Task prompt: This task calls for copying every line of the records that includes the word "markers".

Information given:
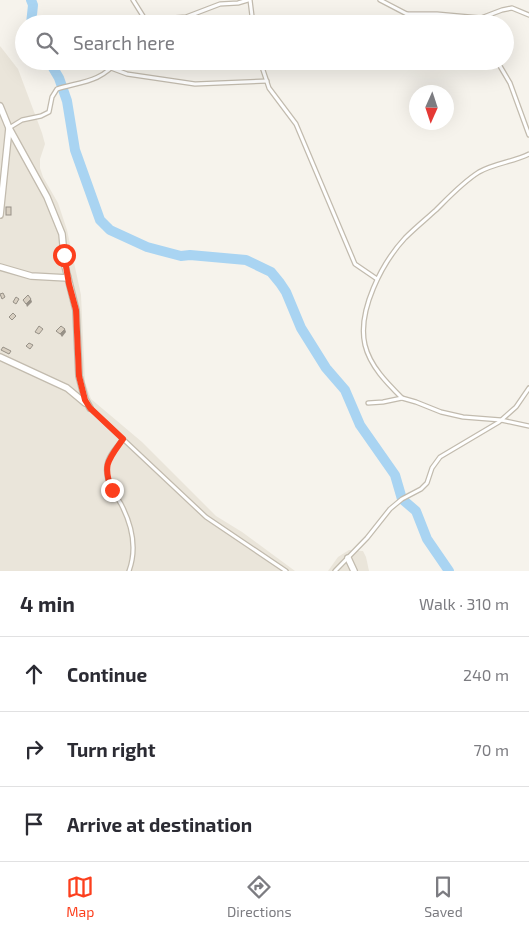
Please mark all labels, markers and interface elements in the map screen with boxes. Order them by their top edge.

* * *

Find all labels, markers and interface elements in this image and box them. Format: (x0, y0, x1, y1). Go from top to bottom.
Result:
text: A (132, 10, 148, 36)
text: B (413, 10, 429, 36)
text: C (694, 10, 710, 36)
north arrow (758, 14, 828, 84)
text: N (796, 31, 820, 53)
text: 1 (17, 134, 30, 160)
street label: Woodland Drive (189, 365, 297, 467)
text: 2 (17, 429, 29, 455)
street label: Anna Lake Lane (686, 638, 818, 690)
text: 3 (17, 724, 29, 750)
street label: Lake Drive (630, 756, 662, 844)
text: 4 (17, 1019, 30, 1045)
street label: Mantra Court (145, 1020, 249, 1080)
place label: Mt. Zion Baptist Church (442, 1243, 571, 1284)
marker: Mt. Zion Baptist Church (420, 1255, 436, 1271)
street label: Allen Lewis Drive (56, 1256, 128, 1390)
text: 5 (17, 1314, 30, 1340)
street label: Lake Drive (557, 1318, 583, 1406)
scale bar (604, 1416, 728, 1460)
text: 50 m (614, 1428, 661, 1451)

Exercise result:
Please mark all labels, markers and interface elements in the map screen with boxes. Order them by their top edge.
Find all labels, markers and interface elements in this image and box them. Format: (x0, y0, x1, y1). Go from top to bottom.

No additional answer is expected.